Poi si accorgono che un rimedio c’è. Ma come succede spesso, è anche peggio del male. Il segreto potere scatenato dagli uomini produce altri mostri, cyborg da incubo nati dalla crescita abnorme di membra umane, dalla simbiosi di tratti umani e tratti di animali, di piante o anche minerali. “Anzitutto bisognava dominare coi raggi germinativi le sostanze matrici, risolverle nei loro elementi […]. A Mentusi, che stava sopra Tel-el-Habs, s’erano attaccati i polipi, Le pareti del suo ventre erano traforate. Aveva mandato i suoi aiutanti nei boschi abbandonati. Gli portarono volpi e vipere […]”. Ecco i giganti, con cui si pensa di combattere i mostri antidiluviani. La fantasia di Döblin non ha limiti, è influenzata dalle Apocalissi sumeriche, dalle gigantomachie classiche della mitologia greca, persino dal Shahnameh di Firdusi, coi suoi personaggi malvagi (gli arabi, odiati dall’iraniano Firdusi) cui crescono sulle spalle serpenti in aggiunta agli arti. 

 

“S’erano potuti fare i giganti, le torri umane. Non era ancora tutto. Bisognava arrivare ad ottenere la concrescenza naturale di parecchi esseri viventi, d’un essere padrone con un essere servo. Il fine non era più lo Stato delle termiti umane […] ma un vero Stato d’uomini con province d’animali; uomini in carne ed ossa, come bestie ed uomini ausiliari al loro servizio. Signoria visibile dell’uomo sulla natura!”.
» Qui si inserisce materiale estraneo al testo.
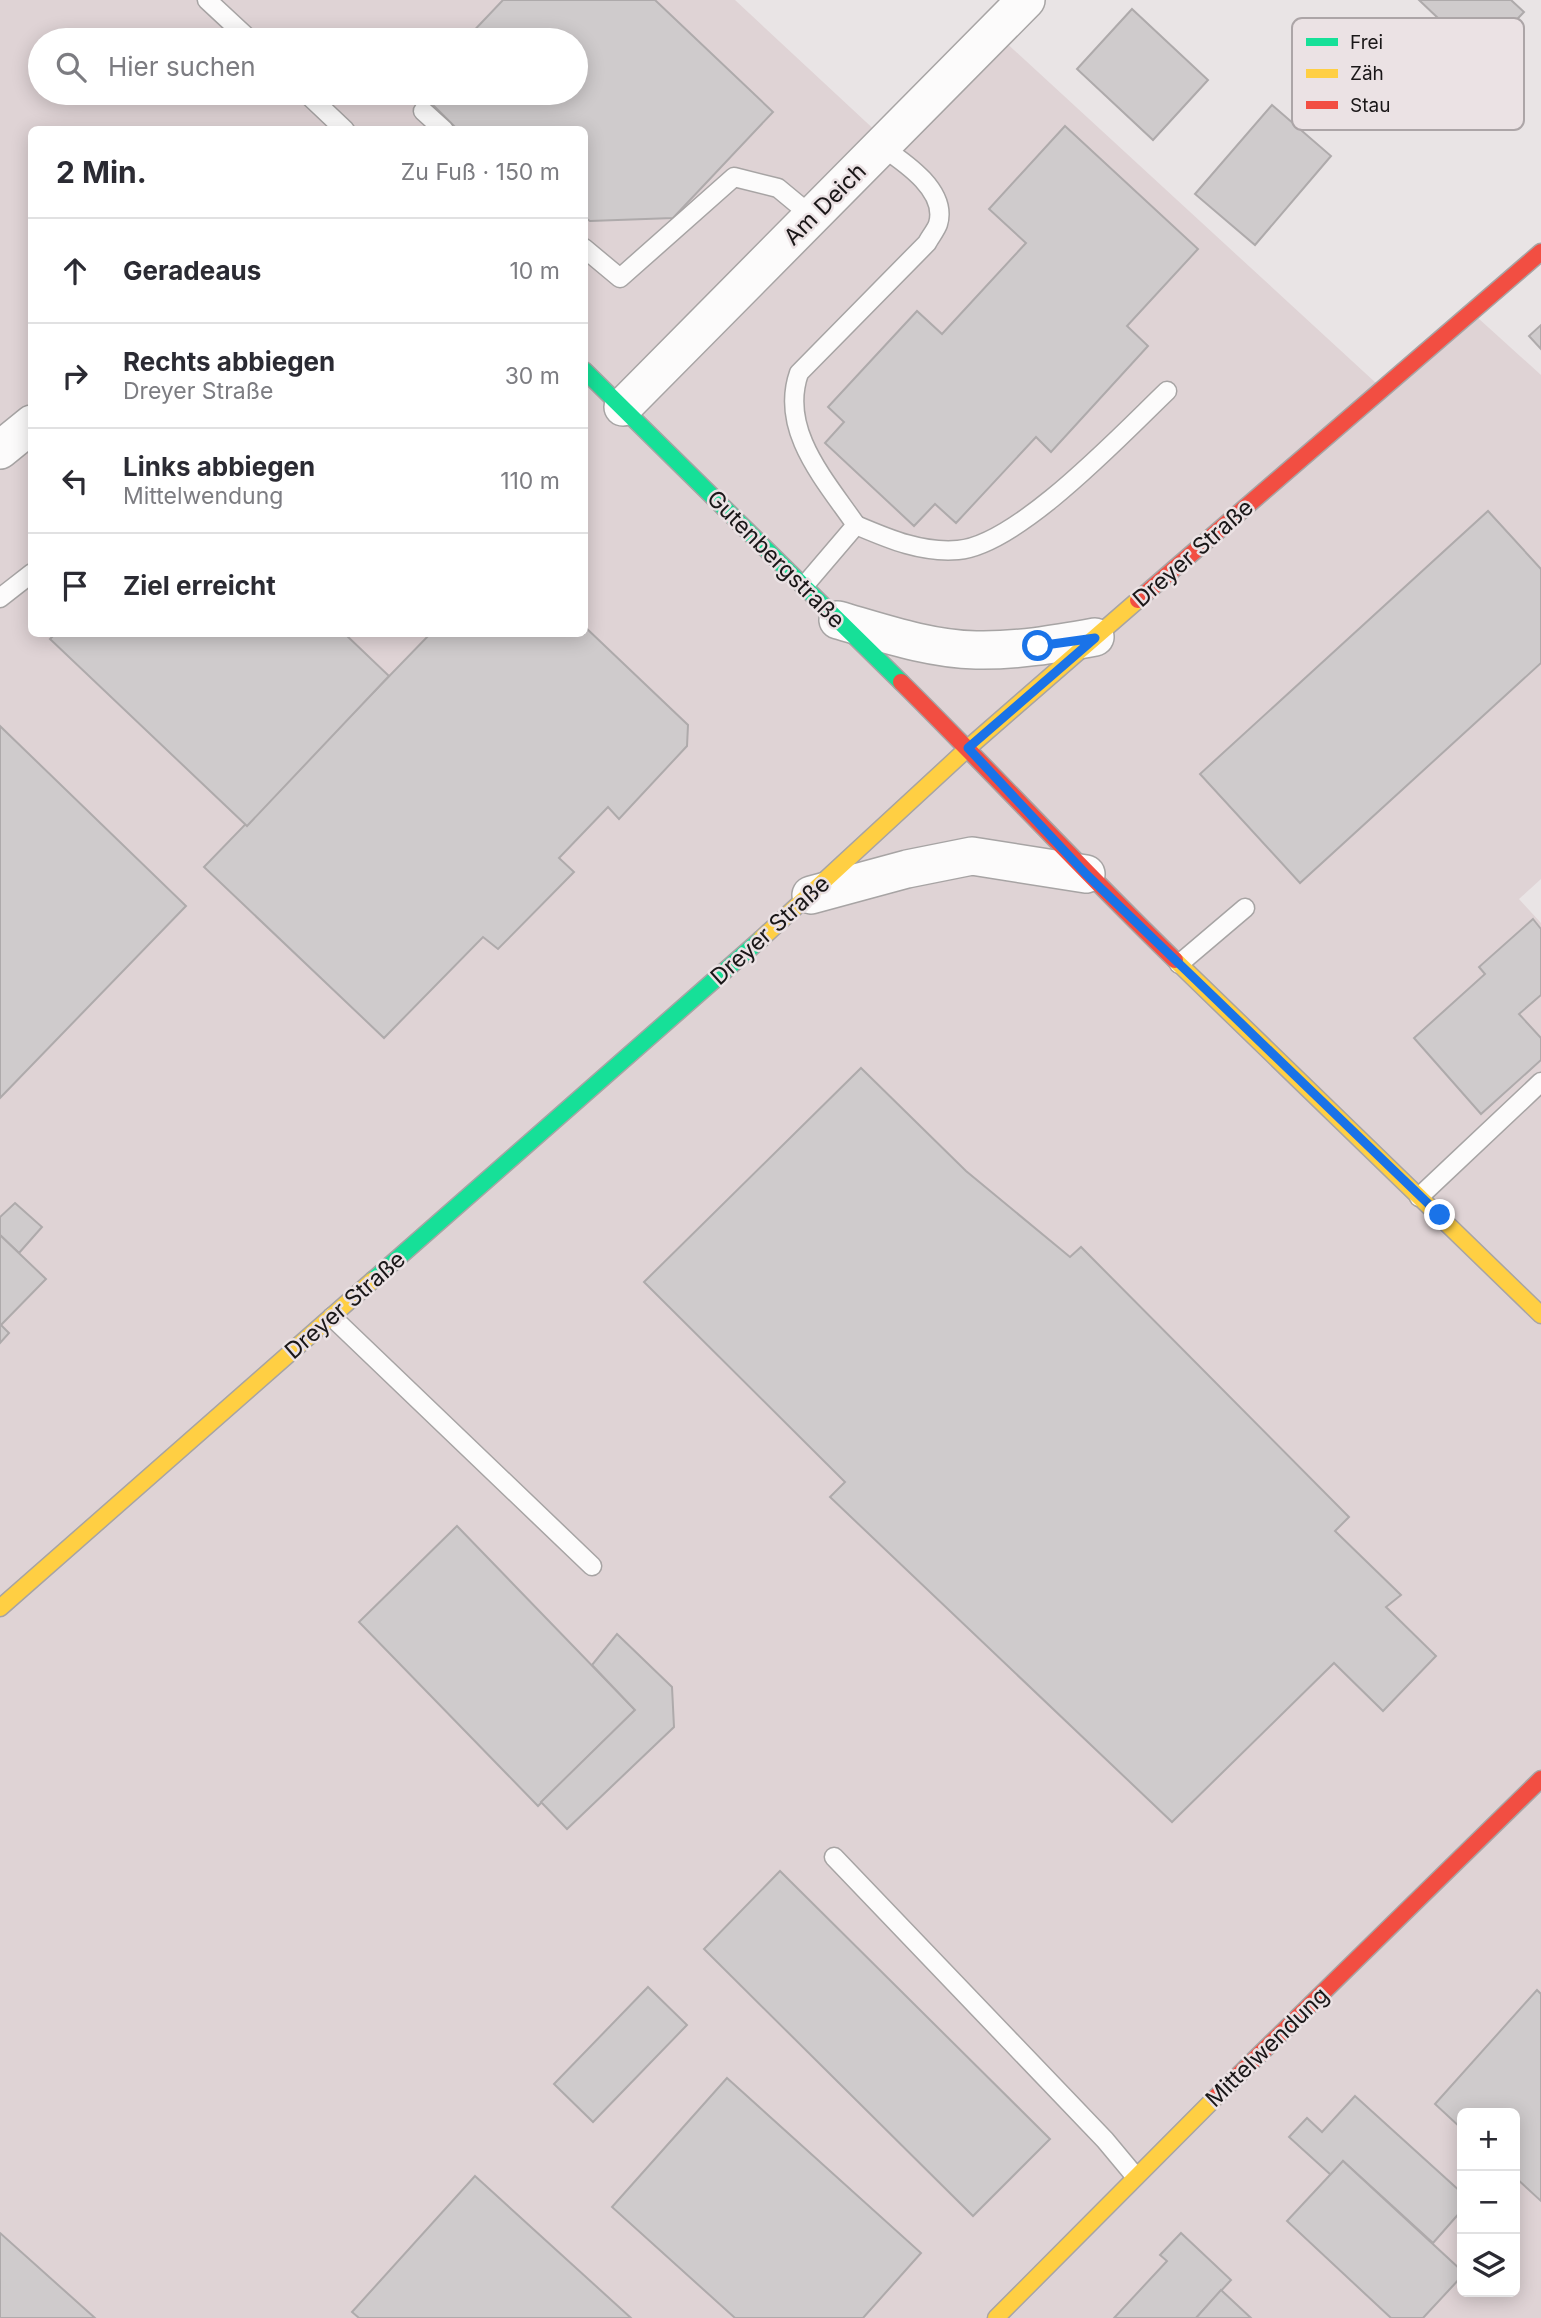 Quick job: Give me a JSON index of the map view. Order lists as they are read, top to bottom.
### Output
{
  "streets": {
    "street": [
      "Am Deich",
      "Dreyer Straße",
      "Gutenbergstraße",
      "Mittelwendung"
    ]
  },
  "crossings": [
    ["Am Deich", "Gutenbergstraße"],
    ["Dreyer Straße", "Gutenbergstraße"]
  ],
  "legend": ["Frei", "Zäh", "Stau"],
  "page": {
    "search": "Hier suchen",
    "heading": ["2 Min.", "Zu Fuß · 150 m"],
    "list": [
      ["Geradeaus", "10 m"],
      ["Rechts abbiegen", "Dreyer Straße", "30 m"],
      ["Links abbiegen", "Mittelwendung", "110 m"],
      "Ziel erreicht"
    ],
    "map_buttons": ["+", "−"]
  }
}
No, Giganti non è un libro di profezie. Semmai è un libro di incubi. Alfred Döblin di profezie, previsioni del futuro nel senso in cui le intendiamo comunemente, non ne aveva imbroccata quasi nessuna. Figurarsi quelle a breve. Lui, ebreo, oltre che uomo di sinistra (simpatizzava per i socialdemocratici, ma c’è anche chi lo accusa di essersi fatto irretire un po’ troppo dalle ideologie naziste circa la superiorità dell’uomo bianco e sulle razze africane) si sarebbe deciso solo nel 1933 a lasciare in extremis la Germania. Come molti altri intellettuali tedeschi dell’epoca di Weimar, non si era accorto delle conseguenze della nomina a cancelliere di Hitler. Diciamocelo: in quanto profeta era una frana. In quanto medico dei pazzi e psicanalista, non sappiamo. In quanto scrittore era sublime. Non si può sapere cosa sarebbe riuscito a produrre in quanto autore di sceneggiature per il cinema. Nel suo esilio americano si era dato molto da fare per proporre una traduzione filmica dei Giganti. Hollywood gli aveva risposto picche. Non avevano bisogno di science fiction, e neanche di fantasy più o meno dark, tipo quella di Tolkien, tanto meno di incubi. Con una spaventosa recessione alle spalle, e una nuova guerra mondiale di fronte, avevano deciso che il pubblico americano non voleva sentir parlare di mostri o di catastrofi ecologiche. Voleva piuttosto sogni nostalgici e romantici tipo Via col vento. 

 

Niente di quello che Döblin immagina si svolgerà esattamente come previsto nella sua fiction. Al tempo stesso riesce a evocare con l’immaginazione anche quello che la ragione non avrebbe potuto immaginare. Era uno scrittore, uno dei più grandi del Novecento e della sua generazione. Glie lo riconoscono i suoi pari, da Robert Musil a Thomas Mann, a Bertolt Brecht e Günter Grass. E al tempo stesso è uno scienziato, un medico, uno psichiatra, che esercitava nei quartieri operai della Berlino di Weimar. Conosceva bene gli incubi, le allucinazioni, la pazzia del suo tempo.